L’importanza di narrare il dolore: l’Expressive Writing

Quante volte abbiamo risposto “sto bene”, consapevoli di mentire?⠀
Quante volte abbiamo pensato che fare finta di nulla, sfoggiare un bel sorriso, fosse la soluzione migliore per andare avanti?

Tacere i nostri sentimenti, soprattutto quelli più faticosi, non fa mai bene. 
Nascondere la polvere sotto al tappeto non la elimina. ⠀
È importante invece dare parola al dolore, perchéil dolore che non parla dice al cuore di spezzarsi.⠀

Ascoltarsi, accettarsi ed imparare ad esprimere come stiamo in modo autentico è la vera strada verso il benessere e l’amore verso sè stessi.

Come dare voce al dolore?
Diversi studi si sono occupati di come poter aiutare le persone che attraversavano un periodo di sofferenza (emotiva o fisica) e la scrittura è risultata essere una tecnica utile in questo senso. In particolare, il crescente interesse nei confronti degli effetti dello scrivere è legato al lavoro di James Pennebaker e ad alcuni suoi collaboratori (1999) che per primi hanno svolto svariate ricerche al fine di valutare gli effetti della scrittura espressiva sul benessere delle persone.

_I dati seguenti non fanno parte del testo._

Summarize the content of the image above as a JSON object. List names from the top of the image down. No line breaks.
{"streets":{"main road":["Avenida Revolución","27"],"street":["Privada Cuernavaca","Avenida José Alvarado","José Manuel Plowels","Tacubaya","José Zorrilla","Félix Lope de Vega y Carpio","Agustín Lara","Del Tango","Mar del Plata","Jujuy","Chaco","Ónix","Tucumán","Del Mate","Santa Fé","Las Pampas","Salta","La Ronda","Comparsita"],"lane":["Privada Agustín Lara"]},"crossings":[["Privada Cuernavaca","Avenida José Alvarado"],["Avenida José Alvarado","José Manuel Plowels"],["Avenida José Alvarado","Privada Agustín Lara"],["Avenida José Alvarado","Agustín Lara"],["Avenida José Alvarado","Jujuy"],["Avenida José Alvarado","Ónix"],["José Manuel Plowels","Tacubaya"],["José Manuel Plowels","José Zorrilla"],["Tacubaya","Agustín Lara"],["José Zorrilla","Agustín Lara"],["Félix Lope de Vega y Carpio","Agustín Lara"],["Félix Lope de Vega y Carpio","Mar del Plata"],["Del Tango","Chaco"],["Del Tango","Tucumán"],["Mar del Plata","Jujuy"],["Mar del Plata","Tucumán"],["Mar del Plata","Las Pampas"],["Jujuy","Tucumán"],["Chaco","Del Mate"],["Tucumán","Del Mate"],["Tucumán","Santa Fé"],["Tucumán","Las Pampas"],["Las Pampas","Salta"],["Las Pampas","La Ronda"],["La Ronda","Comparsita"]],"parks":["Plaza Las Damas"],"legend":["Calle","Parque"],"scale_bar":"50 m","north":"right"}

Dai risultati emerge che scrivere delle proprie emozioni, sintonizzarsi con la parte vulnerabile di sé e della propria esistenza aiuta a dare ordine e senso a ciò che proviamo, ad essere più consapevoli di ciò che sentiamo e a darci un tempo per noi, promuovendo il benessere a lungo termine. 

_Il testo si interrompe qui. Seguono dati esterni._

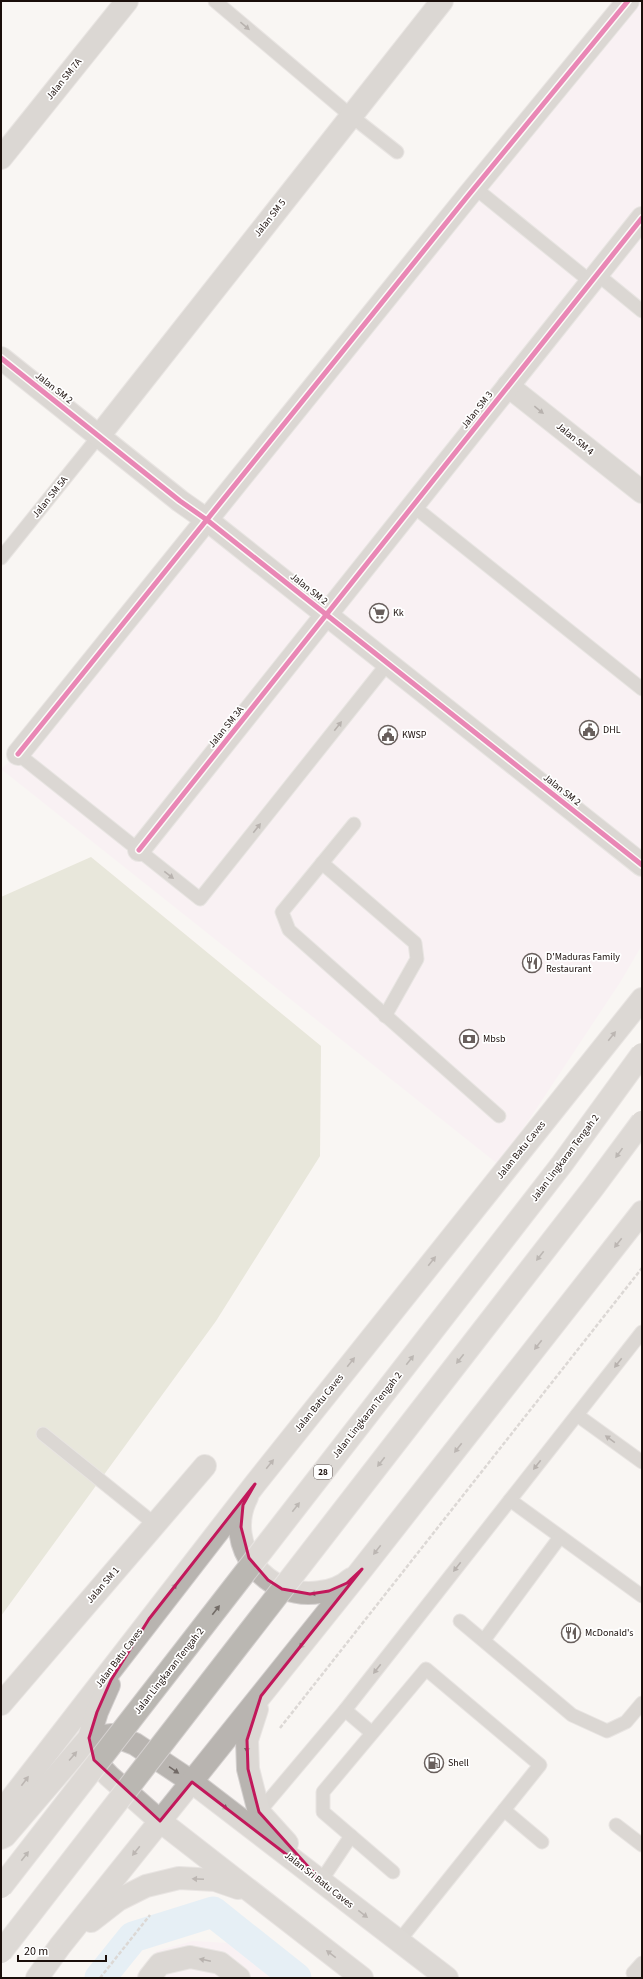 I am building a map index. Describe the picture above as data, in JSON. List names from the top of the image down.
{
  "streets": {
    "highway": ["Jalan Lingkaran Tengah 2", "28"],
    "main road": ["Jalan Batu Caves", "Jalan Sri Batu Caves"],
    "street": [
      "Jalan SM 7A",
      "Jalan SM 5",
      "Jalan SM 2",
      "Jalan SM 3",
      "Jalan SM 4",
      "Jalan SM 3A",
      "Jalan SM 1"
    ],
    "lane": ["Jalan SM 5A"]
  },
  "crossings": [
    ["Jalan SM 5", "Jalan SM 2"],
    ["Jalan SM 5", "Jalan SM 5A"],
    ["Jalan SM 2", "Jalan SM 3"],
    ["Jalan SM 2", "Jalan SM 5A"],
    ["Jalan SM 2", "Jalan SM 3A"],
    ["Jalan SM 3", "Jalan SM 4"],
    ["Jalan SM 3", "Jalan SM 3A"]
  ],
  "one_way": ["Jalan SM 4"],
  "places": {
    "supermarket": ["Kk"],
    "public building": ["DHL", "KWSP"],
    "restaurant": ["D'Maduras Family Restaurant", "McDonald's"],
    "bank": ["Mbsb"],
    "fuel station": ["Shell"]
  },
  "scale_bar": "20 m"
}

In particolare il modello di autoregolazione proposto da Lepore (2001, 2002) prevede che scrivere di eventi dolorosi e stressanti possa favorire l’autoregolazione mediante un migliore controllo delle emozioni. Nello specifico l’Expressive Writing indirizza l’attenzione, favorisce la desensibilizzazione a stimoli perturbanti e promuove la rivalutazione emotiva dell’evento. A loro volta, questi processi di regolazione hanno un impatto sulla regolazione emotiva attraverso cambiamenti nei processi di coping, di valutazione cognitiva e nella creazione di una narrativa degli eventi più coerente ed elaborata.

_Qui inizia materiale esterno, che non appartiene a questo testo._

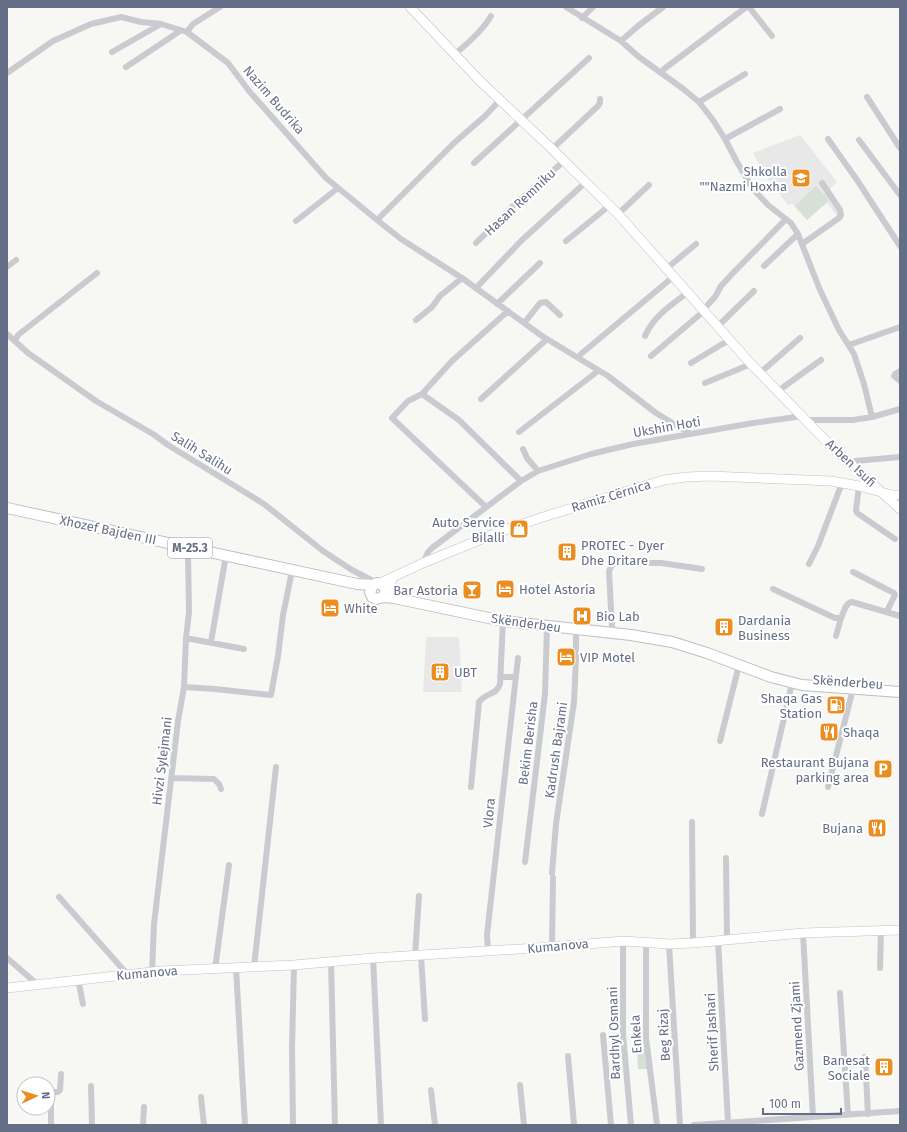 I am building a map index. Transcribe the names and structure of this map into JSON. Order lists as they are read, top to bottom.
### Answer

Va tuttavia sottolineato che spesso i benefici della scrittura non sono immediati ma differiti nel tempo. A tal proposito le ricerche di Lepore (2001) hanno dimostrato che la sofferenza psicologica tende ad aumentare subito dopo aver scritto, per poi decrescere altrettanto velocemente, proprio come se tale sofferenza rappresentasse l’elaborazione dei pensieri intrusivi, diventando parte integrante del processo di recupero dello stato di benessere.

Procedura:
1. Trova un posto silenzioso, che ti faccia sentire a tuo agio, in cui puoi concentrarti solo su di te e sulle tue emozioni. ⠀
2. Scrivi pensieri e sentimenti relativi ad un evento doloroso, negativo o stressante che stai affrontando e di cui fatichi a parlare. Fai parlare le emozioni, non i fatti.⠀
3. Lo stile, la grammatica e la sintassi sono ininfluenti e non devono dare preoccupazioni. State scrivendo solo per voi stessi. ⠀
4. Scrivi per massimo 15 – 20 minuti (non di più, altrimenti si rischia di iniziare a rimuginare), 3/4 giorni consecutivi a settimana

Vantaggi:

  • Intervento a basso costo
  • Intervento applicabile a una grande percentuale di popolazione
  • Intervento facilmente integrabile con la pratica clinica tradizionale

La vita umana è collegata da un unico filo rosso che accompagna l’umanità da sempre: la ricerca di senso. L’uomo da sempre ricerca il senso di ciò che vive, prova e affronta. Quando l’uomo vuole cercare il senso profondo di ciò che sta vivendo, soprattutto se doloroso, deve essere disposto a sacrificare qualcosa che appartiene alla logica abituale con cui generalmente si dà spiegazioni sugli eventi che lo circondano ed accogliere dentro di sé la difficile dimensione della sofferenza.

Poter dare un nome all’origine del dolore, imparare a narrarlo, significa da una parte alleviarlo, dall’altra aiutare il soggetto nel difficile processo di ricerca di un nuovo senso di sé e del mondo.


Bibliografia:
– Lepore, S. J. (2001). A social–cognitive processing model of emotional adjustment to cancer.
– Lepore, S. J. (1997). Expressive writing moderates the relation between intrusive thoughts and depressive symptoms. Journal of personality and social psychology73(5), 1030.
– Lepore, S. J., & Smyth, J. M. (2002). The writing cure: How expressive writing promotes health and emotional well-being. American Psychological Association.
– Pennebaker, J. W., & Seagal, J. D. (1999). Forming a story: The health benefits of narrative. Journal of clinical psychology55(10), 1243-1254.